What makes a Game Worth Playing?

Game-Based Learning is an exciting trend in Education, but what makes a game worth playing in the classroom.  Not all games are created equal; actually many educational games tend to be pretty boring.  I am reminded of the many hours I played my Nintendo game console as a child.  Several games I only played a handful of times, but games like Mario Brother’s and Zelda made my thumbs calloused.  What makes these and other popular games so good?  And are there applications for these good games in education?

As I was going through this week’s material and the idea that video games could have a potential to prepare students better for 21st century than some traditional content focused teaching methods really got me thinking.  In the article “Does Playing World of Goo Facilitate Learning?”,  I found myself agreeing with the scholars that are arguing that “current schools in the United States do not adequately prepare kids for success in the 21st century.” And that “learning in school is still heavily geared toward the acquisition of content, with instruction too often abstract and decontextualized, and thus not suitable for this age of complexity and interconnectedness (Shute, 2007)

After reading the article, I decided to download World of Goo to my iPad and have a go at it.  I loved it!  It definitely got me problem solving and thinking about making the smartest construction.  I really enjoyed how they changed it up every couple of levels and introduced new things.  It reminded me of the game Simple Physics but also Angry Birds.


There are certain things that all great games have in common. “Some of these features include interactivity, immediate and ongoing feedback, adaptive levels of challenge, and complex problems with specific goals (Gee, 2003; Shute & Torres, in press).”   All these things make me think of the aspects of a what is supposed to be happening in the classroom.  Maybe instead of banning gaming in school, we should just let the students play.

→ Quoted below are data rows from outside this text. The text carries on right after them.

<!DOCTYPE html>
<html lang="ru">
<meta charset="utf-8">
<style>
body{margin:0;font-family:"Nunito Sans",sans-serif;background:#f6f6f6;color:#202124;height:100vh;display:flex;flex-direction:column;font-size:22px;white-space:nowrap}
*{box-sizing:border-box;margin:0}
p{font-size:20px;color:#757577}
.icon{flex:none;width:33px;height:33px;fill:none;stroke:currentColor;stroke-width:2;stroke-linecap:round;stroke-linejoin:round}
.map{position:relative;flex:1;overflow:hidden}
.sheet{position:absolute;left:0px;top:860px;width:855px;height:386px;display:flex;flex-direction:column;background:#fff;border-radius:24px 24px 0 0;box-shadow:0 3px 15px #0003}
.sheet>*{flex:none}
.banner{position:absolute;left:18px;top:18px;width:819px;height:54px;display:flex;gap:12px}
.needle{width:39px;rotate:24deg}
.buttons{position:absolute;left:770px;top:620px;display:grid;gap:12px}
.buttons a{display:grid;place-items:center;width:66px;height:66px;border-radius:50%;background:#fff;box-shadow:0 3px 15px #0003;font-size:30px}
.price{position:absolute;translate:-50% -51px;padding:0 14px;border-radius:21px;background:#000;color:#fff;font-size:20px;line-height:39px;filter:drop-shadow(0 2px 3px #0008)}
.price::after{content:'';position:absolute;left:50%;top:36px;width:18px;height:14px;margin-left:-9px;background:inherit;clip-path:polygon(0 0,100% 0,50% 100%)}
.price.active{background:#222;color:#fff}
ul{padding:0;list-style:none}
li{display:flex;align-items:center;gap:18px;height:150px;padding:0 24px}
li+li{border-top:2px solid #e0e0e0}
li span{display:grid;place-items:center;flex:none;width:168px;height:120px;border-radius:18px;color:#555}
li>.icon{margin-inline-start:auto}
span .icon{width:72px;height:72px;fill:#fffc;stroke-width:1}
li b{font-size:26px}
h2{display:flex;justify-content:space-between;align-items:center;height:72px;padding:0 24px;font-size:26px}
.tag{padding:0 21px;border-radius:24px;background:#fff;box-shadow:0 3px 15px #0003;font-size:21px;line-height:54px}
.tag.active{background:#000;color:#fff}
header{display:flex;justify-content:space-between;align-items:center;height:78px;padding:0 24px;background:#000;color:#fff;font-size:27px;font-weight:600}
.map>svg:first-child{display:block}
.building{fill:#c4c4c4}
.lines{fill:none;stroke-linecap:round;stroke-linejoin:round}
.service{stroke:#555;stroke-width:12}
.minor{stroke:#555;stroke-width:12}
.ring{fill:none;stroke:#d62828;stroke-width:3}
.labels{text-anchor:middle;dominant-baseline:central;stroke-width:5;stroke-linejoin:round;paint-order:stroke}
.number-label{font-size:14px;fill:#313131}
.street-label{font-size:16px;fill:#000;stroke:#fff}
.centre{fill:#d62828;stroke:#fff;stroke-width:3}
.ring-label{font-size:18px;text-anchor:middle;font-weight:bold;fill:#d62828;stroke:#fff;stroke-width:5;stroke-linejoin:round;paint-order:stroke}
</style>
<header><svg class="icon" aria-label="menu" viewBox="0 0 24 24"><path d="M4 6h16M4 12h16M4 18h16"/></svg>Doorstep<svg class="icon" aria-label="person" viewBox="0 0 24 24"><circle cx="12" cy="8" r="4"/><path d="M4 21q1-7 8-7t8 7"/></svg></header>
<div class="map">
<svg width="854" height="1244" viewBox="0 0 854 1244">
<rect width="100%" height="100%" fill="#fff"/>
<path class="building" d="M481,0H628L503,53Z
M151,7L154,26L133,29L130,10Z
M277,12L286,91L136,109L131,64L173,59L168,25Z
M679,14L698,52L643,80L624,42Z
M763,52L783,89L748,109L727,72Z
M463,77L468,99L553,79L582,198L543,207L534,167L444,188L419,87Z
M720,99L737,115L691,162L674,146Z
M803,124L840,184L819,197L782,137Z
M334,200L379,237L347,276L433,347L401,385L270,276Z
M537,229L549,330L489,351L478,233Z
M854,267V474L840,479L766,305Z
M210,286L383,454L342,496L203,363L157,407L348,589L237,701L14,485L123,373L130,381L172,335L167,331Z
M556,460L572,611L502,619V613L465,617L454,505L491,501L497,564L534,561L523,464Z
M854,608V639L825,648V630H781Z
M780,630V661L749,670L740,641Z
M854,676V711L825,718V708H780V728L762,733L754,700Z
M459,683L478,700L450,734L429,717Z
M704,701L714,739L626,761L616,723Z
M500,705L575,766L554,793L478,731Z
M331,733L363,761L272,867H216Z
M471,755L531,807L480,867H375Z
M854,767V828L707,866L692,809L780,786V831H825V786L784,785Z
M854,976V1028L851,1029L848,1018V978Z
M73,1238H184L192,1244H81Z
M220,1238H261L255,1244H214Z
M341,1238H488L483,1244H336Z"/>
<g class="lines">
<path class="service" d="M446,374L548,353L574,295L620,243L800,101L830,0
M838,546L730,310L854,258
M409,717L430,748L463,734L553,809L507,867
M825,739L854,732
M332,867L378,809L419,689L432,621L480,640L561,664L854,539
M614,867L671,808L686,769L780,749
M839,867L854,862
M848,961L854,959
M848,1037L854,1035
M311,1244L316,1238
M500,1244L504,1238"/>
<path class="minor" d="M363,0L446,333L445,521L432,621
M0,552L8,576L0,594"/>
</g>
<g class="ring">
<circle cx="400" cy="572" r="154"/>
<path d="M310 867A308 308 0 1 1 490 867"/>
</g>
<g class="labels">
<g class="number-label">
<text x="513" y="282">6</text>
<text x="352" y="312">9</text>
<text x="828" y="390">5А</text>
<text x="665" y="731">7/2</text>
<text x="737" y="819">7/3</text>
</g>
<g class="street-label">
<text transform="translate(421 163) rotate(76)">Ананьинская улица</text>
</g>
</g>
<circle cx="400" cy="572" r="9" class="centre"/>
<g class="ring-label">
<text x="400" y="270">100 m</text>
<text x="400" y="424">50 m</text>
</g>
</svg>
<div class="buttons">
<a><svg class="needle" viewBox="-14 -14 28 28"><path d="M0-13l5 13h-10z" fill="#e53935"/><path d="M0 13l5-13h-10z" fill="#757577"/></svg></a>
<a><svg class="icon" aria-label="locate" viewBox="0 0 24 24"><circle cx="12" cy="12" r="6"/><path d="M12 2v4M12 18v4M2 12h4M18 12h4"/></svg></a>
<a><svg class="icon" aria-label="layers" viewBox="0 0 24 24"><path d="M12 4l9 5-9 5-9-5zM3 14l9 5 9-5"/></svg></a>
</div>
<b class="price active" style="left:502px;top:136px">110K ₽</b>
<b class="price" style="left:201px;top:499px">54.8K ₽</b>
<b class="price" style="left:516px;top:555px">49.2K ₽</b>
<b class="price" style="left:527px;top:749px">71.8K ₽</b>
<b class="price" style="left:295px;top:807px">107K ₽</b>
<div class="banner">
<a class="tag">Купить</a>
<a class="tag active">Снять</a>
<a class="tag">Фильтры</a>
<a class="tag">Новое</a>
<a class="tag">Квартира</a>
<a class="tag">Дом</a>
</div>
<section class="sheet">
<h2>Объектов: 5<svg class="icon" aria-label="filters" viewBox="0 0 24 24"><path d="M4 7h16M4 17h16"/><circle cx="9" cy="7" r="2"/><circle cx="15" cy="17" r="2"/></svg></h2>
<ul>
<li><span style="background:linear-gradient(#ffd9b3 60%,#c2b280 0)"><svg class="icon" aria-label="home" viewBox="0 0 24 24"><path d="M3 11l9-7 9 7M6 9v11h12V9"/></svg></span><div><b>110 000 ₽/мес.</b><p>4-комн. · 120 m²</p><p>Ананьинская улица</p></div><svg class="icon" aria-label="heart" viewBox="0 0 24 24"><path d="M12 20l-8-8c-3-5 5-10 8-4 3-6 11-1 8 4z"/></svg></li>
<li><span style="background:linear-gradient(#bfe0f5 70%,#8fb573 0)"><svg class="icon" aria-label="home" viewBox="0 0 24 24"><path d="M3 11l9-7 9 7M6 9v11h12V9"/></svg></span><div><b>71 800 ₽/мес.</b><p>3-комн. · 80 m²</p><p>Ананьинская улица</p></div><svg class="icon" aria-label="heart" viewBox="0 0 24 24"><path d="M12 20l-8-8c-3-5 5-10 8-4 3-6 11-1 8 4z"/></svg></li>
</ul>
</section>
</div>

Another game we were asked to check out was Temple Run.  I remember deleting this game off of school iPads multiple times, just to see it reappear.  Though I didn’t get the same mental stimulus playing this game as I did from World of Goo, I guess I did do some problem solving as I attempted to figure out the rules.  The problem that I faced was I just wasn’t quick enough to get very far at all before I decided to give up.  I could see how this game could be additive to some.

One really awesome thing that games make us do when we attempt to figure them out, is they let us fail.  We are supposed to fail as we problem solve our way through the puzzle of playing it.  This is something that is still not encouraged in the classroom.  There is still the feeling in classrooms that you must get everything correct; but this is really not the way you learn.  The more that I think about it, the more I come to the conclusion that education should be more game-like.

Well-designed games thus have the potential to elicit active and critical thinking and learning skills (e.g., Gee, 2003; Shute et al., in press; Shute, Ventura, Bauer, & Zapata-Rivera, 2009).

After delving into World of Goo, I was curious about the research that was conducted.  Was is actually educational?  They found “that simply playing the game (and even winning the level) does not automatically translate into learning valuable knowledge and skills, especially to the degree, or of the kind, that can be transferred outside of the game setting.”  What if you combined game play with an actual physics lesson that explored building structures?   I think it would be interesting to see if the students understood the concepts better after playing the game.  James Paul Gee in his video Learning with Video Games says that “we’ve handed kids all the manuals without the games,” when he’s talking about education today.  By playing games though,  the complex and confusing manuals became clear.

Minecraft is another phenomenon that has swept the education world by storm.  For the past several years, it’s been the game to play for middle school students.  And many of them have used in in class to create amazing projects.  I really enjoyed watching the movie of the history of Mojang.  Minecraft is so successful because it’s simple enough to understand and start playing, it’s social and it allows you to be extremely creative.  I badly want to learn more about it and how to best implement it in the classroom.  The article on the Minecraft digestive system was great.  There are so many applications for it in the classroom.  Hopefully one of my teachers will volunteer to try a project out with Minecraft EDU soon.